## Records supplied
--------------------------------------------------

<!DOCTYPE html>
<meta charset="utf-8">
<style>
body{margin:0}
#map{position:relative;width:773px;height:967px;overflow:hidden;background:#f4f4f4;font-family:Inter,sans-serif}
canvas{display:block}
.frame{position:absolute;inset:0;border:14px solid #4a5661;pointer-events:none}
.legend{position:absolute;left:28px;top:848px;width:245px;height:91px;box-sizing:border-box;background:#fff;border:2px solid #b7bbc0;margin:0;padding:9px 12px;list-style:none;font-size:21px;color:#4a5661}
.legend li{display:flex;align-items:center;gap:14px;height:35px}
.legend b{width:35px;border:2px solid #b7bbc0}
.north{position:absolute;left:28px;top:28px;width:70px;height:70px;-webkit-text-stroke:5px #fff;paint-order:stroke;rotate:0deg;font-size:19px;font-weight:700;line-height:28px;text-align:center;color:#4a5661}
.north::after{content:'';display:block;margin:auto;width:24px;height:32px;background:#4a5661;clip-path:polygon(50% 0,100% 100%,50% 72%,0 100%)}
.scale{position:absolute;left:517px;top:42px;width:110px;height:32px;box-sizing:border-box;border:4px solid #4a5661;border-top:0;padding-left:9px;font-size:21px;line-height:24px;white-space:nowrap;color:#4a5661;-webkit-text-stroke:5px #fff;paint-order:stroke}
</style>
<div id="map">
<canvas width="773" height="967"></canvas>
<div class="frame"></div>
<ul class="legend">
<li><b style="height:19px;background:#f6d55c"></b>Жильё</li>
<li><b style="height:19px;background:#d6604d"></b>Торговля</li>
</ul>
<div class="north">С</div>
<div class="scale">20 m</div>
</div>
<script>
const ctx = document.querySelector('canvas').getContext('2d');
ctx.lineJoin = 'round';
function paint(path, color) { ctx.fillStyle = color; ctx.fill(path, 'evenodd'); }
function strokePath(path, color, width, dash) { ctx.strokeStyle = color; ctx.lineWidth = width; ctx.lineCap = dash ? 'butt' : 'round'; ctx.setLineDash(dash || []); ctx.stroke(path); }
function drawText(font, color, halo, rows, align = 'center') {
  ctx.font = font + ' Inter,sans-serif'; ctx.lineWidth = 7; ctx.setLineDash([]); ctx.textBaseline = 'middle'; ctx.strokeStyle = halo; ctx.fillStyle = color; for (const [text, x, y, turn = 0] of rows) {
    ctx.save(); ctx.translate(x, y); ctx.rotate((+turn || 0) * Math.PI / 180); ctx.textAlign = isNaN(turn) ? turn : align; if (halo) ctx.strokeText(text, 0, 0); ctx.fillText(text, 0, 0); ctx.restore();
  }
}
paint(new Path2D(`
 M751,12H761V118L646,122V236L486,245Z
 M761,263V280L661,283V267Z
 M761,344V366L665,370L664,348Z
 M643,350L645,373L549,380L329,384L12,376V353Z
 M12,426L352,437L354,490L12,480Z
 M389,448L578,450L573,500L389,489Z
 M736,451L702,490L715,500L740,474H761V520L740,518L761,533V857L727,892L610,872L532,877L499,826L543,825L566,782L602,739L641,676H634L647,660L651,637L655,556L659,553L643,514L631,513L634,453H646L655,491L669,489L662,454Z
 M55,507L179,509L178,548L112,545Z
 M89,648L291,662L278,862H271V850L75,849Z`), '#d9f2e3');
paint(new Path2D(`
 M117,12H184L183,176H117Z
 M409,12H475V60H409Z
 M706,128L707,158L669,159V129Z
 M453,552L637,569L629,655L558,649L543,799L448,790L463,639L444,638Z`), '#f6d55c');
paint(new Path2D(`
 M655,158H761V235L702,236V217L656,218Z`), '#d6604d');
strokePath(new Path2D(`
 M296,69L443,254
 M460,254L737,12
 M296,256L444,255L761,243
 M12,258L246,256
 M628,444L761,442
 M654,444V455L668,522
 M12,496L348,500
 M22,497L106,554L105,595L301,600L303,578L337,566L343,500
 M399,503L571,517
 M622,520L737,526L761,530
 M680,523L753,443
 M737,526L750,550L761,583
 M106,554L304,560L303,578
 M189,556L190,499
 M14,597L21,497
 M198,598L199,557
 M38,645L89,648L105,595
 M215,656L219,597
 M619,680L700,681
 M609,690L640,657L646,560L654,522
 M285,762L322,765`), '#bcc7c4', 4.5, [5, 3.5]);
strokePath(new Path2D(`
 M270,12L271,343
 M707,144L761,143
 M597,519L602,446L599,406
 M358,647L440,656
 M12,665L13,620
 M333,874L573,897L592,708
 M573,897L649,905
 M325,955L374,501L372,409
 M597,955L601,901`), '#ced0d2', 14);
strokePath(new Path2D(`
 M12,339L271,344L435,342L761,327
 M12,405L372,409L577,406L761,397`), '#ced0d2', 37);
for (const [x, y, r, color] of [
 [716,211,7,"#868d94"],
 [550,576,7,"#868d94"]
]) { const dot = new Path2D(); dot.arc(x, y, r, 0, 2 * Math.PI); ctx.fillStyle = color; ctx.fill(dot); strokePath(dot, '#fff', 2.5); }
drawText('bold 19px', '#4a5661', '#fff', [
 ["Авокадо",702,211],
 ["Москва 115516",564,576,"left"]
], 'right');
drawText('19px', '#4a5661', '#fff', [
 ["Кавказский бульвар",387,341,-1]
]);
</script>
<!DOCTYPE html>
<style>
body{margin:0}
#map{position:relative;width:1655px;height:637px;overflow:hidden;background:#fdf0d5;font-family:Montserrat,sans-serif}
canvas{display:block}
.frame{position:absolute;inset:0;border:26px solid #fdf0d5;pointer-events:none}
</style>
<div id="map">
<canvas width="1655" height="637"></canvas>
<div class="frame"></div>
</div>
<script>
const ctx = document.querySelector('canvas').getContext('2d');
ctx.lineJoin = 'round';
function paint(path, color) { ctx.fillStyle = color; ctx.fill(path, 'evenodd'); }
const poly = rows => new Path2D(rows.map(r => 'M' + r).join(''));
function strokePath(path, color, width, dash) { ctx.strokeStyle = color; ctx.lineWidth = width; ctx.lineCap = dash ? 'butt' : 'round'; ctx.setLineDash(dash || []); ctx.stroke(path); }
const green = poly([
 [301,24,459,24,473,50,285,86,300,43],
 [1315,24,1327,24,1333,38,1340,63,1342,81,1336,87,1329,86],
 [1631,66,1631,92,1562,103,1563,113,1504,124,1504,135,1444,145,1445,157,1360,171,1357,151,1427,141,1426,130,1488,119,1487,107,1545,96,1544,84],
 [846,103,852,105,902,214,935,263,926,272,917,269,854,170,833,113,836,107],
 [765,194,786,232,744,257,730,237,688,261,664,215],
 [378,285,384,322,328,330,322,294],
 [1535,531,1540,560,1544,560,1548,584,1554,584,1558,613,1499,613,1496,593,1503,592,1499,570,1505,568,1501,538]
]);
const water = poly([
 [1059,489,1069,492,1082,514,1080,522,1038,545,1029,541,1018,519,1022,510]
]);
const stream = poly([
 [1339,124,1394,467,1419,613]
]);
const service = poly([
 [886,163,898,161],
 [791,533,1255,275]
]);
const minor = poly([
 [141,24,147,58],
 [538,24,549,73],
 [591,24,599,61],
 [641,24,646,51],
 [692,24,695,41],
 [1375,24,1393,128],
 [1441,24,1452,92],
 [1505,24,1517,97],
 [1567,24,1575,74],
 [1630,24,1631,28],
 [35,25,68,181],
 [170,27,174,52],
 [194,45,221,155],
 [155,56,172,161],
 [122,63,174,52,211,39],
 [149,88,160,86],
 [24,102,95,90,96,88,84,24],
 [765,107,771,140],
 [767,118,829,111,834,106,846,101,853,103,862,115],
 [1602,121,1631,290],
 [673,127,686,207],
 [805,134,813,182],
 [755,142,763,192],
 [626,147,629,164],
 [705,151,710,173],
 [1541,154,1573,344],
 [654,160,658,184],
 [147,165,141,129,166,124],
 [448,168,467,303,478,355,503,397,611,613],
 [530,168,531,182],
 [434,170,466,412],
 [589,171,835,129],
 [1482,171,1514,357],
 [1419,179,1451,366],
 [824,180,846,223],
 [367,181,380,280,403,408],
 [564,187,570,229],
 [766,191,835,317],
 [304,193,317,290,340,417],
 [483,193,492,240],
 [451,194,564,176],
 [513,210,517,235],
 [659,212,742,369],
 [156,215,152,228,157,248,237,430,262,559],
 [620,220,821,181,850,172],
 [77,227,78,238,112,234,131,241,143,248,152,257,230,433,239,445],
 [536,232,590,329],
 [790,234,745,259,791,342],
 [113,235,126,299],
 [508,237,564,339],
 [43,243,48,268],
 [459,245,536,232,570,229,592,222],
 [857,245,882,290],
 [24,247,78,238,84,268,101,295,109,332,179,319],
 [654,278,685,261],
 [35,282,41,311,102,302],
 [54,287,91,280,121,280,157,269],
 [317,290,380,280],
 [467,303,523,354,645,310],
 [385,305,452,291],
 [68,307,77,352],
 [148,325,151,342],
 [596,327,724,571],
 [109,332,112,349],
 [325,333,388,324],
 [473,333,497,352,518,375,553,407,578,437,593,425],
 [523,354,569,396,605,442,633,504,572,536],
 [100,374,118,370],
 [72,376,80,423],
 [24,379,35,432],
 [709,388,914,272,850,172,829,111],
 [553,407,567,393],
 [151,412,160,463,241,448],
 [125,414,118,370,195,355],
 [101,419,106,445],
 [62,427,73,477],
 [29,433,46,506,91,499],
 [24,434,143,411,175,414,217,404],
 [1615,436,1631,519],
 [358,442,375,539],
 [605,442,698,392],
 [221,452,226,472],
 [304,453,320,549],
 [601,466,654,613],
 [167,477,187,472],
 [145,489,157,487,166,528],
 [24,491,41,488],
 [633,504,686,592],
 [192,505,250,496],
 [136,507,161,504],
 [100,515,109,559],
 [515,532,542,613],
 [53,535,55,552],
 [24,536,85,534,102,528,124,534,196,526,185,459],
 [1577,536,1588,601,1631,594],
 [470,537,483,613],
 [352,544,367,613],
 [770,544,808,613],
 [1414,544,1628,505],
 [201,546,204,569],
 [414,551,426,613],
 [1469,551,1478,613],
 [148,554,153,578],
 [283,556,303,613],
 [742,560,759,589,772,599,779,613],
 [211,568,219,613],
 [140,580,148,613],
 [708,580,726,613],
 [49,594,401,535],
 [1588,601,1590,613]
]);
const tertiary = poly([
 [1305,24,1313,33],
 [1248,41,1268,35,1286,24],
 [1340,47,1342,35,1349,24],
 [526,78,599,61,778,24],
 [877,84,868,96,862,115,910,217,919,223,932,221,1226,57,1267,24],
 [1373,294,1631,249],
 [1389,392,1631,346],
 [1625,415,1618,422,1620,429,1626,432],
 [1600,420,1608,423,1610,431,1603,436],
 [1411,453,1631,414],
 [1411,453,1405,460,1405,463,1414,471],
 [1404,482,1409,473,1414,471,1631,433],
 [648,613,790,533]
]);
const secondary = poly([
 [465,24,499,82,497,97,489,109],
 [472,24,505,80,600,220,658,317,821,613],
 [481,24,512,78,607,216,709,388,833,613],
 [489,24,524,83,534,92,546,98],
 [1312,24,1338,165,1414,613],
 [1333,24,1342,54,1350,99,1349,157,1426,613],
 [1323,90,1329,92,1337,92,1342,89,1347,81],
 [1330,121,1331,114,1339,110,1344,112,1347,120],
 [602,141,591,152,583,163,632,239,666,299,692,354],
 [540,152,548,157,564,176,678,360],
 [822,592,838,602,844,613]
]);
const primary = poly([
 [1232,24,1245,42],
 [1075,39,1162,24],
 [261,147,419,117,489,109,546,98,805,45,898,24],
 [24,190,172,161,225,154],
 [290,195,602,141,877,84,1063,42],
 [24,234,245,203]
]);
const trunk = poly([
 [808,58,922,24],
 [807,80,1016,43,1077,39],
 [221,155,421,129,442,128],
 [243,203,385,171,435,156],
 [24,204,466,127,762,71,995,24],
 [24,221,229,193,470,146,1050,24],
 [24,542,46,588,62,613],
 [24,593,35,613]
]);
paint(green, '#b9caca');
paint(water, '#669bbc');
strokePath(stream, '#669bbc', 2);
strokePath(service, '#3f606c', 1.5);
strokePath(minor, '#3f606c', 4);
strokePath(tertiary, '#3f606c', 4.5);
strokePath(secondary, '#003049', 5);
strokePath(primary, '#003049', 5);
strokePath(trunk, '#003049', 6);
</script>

--------------------------------------------------

Whenever a line of the data includes "turn", copy that line.

  ctx.font = font + ' Inter,sans-serif'; ctx.lineWidth = 7; ctx.setLineDash([]); ctx.textBaseline = 'middle'; ctx.strokeStyle = halo; ctx.fillStyle = color; for (const [text, x, y, turn = 0] of rows) {
    ctx.save(); ctx.translate(x, y); ctx.rotate((+turn || 0) * Math.PI / 180); ctx.textAlign = isNaN(turn) ? turn : align; if (halo) ctx.strokeText(text, 0, 0); ctx.fillText(text, 0, 0); ctx.restore();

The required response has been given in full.